Why exercise can lead to overeating

Funny t-shirts with sayings by type “I run for pizza” or “I run, because I really like beer” can inspire us to think about the relationship between diet and exercise. Who has not imagined how delicious bite after a killer workout? But what happens when our exercise routine constantly force us to overeat? Many of us are usually in regular fitness classes are switching to more nourishing foods. Even if you are naturally slender, the relationship between exercise and overeating, which has both biological and psychological roots that can give You a nasty surprise.

Start a new workout or adding new exercises into the current system may encourage You to consume calories in excess of for the purpose of recuperation after exercise or preservation of energy stores. Maybe sports make us eat more than required by the body?

“For every 10 calories we burn at least three must be compensated to ensure a properly nourished body. But some people are beyond measure compensate lost as a result of exercise calories. For every ten that are burned, consume 11 or more calories», – says the author of diets, coach Matt Fitzgerald. What is the reason? The combination of physical and psychological forces, some of which we don’t know.

” In most cases, beautiful slim body – it’s a reward for the psychology of the game», – says Fitzgerald. But many beginners do not have intrinsic motivation for exercise. They think of themselves, workout – a thankless task, and therefore have to find ways to thank themselves for their work. And find their reward in the food. People who recently started an exercise regimen, eat even more than usual when they come out of their gym. And get satisfaction from it, instead of experience, practicing on the simulator.

Thus, some use a tasty snack as a motivation to make a run.

Even if You bypassed the trap of food rewards, there is another common mistake. It consists of overestimating the number of calories burned during exercise and at the same time, underestimation of calories You consume. Of course, this psychological moment will affect overeating. As shown by one study, 47 % of respondents who diet have reported that eating less, and about 51% of respondents who engaged in physical exercises, it turns out, eating more than usual. This is a result of the erroneous opinion that the burning of calories, you need them to fill properly. Often this leads to overcompensating, which can lead to excess weight.

Breakdowns after a workout

Studies show that the urge to overeat after power loads associated with biological factors. In people who suffer disproportionately from obesity, sharp bursts of exercise causes increased activity of the nerve endings of the brain responsible for the satisfaction of food & beverage needs. Than thinner You become and the more Your body gets used to regular workouts, the less You may feel such urges. Experiments investigating brain activity, prove that slimmer people centers responsible for the nutritional needs of a less excitable to the pictures of delicious food. From this we can conclude that enhanced training will bring you to a strong urge for food. But when classes will be regular and almost will enter you into the habit, these urges will diminish.

Nutritionist and an outstanding coach Erica Giovinazzo reminds us that bringing themselves up to extreme hunger, You risk to break and consume at a time of uncontrolled amount of calories. When this happens, we eat almost twice more than usual. And, it is more a psychological factor than biological. “Being hungry, we eat food faster, passing the signals of satiety. They usually appear about 15 minutes after consumption of food or even later”, – says nutritionist.

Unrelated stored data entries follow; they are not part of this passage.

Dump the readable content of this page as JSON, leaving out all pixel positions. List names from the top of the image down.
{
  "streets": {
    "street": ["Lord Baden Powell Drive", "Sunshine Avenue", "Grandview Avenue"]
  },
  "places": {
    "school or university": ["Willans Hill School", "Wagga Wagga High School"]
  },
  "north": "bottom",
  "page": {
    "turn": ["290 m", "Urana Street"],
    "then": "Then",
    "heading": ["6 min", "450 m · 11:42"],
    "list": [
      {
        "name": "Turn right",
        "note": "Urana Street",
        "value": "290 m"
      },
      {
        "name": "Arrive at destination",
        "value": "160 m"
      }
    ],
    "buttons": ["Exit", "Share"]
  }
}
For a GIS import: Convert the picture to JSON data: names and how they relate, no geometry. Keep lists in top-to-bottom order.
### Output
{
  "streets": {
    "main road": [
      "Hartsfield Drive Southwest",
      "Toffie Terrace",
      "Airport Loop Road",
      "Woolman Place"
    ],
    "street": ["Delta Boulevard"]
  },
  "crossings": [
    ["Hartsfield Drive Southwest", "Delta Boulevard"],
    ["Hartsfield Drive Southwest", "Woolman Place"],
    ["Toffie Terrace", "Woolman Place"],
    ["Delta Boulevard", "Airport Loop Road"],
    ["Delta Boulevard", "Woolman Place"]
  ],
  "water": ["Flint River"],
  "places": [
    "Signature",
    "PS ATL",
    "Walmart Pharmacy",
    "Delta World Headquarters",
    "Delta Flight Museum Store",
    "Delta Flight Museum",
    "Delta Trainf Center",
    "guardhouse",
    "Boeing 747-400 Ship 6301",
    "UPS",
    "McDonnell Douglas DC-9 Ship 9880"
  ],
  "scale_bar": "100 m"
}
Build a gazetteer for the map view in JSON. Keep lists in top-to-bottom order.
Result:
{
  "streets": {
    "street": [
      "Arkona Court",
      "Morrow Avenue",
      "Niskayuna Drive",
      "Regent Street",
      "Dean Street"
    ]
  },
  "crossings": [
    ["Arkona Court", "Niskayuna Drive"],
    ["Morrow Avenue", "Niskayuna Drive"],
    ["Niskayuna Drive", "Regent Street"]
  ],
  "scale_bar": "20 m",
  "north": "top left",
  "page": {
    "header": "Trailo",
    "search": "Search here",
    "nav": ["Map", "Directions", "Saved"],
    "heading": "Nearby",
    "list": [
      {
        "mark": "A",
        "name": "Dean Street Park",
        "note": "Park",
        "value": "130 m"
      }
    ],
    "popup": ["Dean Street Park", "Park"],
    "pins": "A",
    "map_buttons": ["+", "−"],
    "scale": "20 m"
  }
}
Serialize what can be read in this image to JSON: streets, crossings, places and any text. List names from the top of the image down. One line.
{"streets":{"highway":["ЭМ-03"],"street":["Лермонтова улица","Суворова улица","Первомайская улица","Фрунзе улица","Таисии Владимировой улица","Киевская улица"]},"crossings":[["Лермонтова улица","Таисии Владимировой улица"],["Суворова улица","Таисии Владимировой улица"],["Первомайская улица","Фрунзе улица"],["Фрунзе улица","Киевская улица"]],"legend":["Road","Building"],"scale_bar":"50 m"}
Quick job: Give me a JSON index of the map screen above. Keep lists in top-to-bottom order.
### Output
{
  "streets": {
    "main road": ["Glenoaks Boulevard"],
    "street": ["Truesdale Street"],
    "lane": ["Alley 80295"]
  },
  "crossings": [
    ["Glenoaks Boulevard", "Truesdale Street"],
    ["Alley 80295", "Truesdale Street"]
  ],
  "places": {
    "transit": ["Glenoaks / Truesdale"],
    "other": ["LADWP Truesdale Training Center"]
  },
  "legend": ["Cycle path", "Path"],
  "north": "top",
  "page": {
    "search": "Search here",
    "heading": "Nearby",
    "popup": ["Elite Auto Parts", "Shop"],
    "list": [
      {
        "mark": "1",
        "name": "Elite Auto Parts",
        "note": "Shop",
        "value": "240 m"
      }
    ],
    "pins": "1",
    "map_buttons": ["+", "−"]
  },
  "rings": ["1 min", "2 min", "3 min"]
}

How to adhere to the recommendations of Giovinazzo? Eat more consciously! Try putting a fork several times during the meal or chew slower. Eat the same portion of food as usual (as if You don’t feel strong hunger). Most likely usual amount of food in moderation will satiate You. Take a break in food: stand up, walk around. Often we do not understand that to satisfy hunger, until you stand up from the table.

The right snack

Hunger – it is a way of the body to convey a signal that you need to refuel. So don’t ignore the rumbling in abdomen, especially if You recently started training or increased loading. A stronger desire than usual may be a sign of adaptation Your body and brain to a new complex of physical exercises. But it can also be the voice of reason, asks You food as a reward for the work done. Learn to distinguish between physiological hunger and emotional desire to eat something tasty. Constantly use this acquired skill! Make your choice for snacking on vegetables and fruits. They will create a feeling of satiety. Their regular consumption throughout the day will prevent breakdowns on the food.

Remember, if You force yourself to go to the gym and treat training as to the punishment, then You will find consolation and compensation in the food. We advise You to choose a sport you like best to find a nice company or upload your favorite music into a playlist, which will coincide with the heart rate. Once You have a goal, the classes themselves will be your reward, and physical and emotional need to overeat will recede into the background.